*Task prompt*
What is needed here is every line of the records that includes "Ocho".

*Recorded information*
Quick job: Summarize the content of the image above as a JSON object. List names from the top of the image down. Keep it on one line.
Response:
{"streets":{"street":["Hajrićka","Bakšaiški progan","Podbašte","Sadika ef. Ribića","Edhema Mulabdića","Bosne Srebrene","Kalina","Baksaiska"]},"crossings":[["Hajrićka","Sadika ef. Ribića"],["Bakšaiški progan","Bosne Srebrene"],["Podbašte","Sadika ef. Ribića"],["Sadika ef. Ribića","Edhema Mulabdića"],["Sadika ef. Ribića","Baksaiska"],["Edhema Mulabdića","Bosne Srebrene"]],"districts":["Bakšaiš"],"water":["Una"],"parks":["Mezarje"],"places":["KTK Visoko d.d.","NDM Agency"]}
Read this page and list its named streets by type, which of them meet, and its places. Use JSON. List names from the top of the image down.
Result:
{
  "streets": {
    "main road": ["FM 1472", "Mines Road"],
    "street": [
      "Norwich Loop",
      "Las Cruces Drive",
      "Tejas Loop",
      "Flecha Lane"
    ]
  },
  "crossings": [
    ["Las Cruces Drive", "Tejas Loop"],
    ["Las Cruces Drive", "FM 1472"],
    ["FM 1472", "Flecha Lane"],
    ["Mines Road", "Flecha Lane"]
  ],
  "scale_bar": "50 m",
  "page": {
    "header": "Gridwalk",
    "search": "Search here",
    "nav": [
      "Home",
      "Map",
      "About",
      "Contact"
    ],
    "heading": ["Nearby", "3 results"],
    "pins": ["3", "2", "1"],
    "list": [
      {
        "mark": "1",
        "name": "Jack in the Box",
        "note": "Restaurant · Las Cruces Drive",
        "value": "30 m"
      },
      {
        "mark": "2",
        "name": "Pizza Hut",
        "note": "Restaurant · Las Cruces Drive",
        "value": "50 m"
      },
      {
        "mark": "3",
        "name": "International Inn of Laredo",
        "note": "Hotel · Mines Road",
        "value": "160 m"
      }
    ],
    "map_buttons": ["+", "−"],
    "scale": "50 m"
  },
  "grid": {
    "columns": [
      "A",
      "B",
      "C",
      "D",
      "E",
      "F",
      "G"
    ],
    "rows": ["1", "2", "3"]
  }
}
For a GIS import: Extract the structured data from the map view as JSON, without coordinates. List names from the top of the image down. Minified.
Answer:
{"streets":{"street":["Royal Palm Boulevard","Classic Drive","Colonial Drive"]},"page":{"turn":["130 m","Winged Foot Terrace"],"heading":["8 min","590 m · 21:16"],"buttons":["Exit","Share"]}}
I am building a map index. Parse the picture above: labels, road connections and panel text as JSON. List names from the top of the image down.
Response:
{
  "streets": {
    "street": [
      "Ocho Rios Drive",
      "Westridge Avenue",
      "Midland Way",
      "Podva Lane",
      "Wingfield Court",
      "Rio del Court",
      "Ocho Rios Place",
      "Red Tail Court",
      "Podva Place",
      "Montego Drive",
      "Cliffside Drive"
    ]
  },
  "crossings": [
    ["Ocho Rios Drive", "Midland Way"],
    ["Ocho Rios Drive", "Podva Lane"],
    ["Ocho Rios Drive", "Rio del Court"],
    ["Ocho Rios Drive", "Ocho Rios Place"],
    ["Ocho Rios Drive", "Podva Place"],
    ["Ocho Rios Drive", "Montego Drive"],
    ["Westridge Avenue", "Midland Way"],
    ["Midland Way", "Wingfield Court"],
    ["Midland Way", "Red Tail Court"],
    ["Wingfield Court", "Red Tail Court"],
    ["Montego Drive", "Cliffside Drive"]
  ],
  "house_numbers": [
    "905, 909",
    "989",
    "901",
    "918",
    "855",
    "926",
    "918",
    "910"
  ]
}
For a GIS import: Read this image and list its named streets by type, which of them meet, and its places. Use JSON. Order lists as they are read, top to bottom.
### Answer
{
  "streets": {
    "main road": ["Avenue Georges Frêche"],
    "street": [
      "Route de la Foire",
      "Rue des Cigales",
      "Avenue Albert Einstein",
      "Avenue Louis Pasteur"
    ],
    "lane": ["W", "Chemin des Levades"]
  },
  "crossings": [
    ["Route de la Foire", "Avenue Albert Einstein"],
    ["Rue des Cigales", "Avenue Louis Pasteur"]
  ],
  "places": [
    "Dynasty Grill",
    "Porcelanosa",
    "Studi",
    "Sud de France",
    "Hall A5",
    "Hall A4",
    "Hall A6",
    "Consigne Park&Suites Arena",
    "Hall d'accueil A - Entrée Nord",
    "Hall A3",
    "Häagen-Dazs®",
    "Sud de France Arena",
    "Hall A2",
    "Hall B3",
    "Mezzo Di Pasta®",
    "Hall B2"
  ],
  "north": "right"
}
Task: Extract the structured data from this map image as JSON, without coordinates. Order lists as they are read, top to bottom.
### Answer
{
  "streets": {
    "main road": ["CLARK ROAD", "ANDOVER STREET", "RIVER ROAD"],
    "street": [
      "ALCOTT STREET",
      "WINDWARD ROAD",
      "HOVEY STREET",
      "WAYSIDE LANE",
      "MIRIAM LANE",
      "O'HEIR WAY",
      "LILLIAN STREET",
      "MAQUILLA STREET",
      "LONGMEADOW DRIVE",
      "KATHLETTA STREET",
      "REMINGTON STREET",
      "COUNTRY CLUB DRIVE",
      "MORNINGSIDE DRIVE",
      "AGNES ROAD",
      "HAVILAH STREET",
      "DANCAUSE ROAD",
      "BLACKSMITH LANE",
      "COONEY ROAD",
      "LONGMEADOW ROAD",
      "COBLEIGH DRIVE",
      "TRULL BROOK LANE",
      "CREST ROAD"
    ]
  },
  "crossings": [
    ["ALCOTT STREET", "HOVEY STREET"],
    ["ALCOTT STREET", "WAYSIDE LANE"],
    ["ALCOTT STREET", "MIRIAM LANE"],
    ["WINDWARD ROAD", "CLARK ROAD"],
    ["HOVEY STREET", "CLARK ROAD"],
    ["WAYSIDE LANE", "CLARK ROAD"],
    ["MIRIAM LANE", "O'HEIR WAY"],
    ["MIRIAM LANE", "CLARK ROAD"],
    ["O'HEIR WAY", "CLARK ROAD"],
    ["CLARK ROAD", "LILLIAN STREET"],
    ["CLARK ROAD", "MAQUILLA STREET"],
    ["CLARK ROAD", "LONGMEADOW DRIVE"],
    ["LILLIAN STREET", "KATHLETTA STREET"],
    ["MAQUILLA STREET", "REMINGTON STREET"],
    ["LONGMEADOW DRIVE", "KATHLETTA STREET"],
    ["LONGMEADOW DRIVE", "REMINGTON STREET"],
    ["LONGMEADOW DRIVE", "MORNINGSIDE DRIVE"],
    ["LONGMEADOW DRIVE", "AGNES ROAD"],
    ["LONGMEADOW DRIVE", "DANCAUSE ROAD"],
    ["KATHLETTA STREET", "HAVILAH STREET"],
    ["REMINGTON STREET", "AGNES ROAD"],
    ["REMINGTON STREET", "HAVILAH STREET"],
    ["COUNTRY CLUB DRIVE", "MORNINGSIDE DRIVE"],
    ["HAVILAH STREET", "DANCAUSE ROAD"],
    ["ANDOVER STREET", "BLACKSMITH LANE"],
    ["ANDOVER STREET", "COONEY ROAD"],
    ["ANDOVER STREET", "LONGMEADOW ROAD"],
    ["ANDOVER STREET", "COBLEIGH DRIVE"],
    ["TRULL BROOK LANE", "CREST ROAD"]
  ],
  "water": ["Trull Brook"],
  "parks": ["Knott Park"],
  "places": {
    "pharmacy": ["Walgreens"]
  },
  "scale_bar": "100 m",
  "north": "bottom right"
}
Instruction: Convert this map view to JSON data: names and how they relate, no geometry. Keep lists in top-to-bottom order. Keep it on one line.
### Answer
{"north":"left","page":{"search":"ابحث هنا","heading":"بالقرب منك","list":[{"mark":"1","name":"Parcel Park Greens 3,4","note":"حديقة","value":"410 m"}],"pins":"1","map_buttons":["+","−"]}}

*Expected output*
      "Ocho Rios Drive",
      "Ocho Rios Place",
    ["Ocho Rios Drive", "Midland Way"],
    ["Ocho Rios Drive", "Podva Lane"],
    ["Ocho Rios Drive", "Rio del Court"],
    ["Ocho Rios Drive", "Ocho Rios Place"],
    ["Ocho Rios Drive", "Podva Place"],
    ["Ocho Rios Drive", "Montego Drive"],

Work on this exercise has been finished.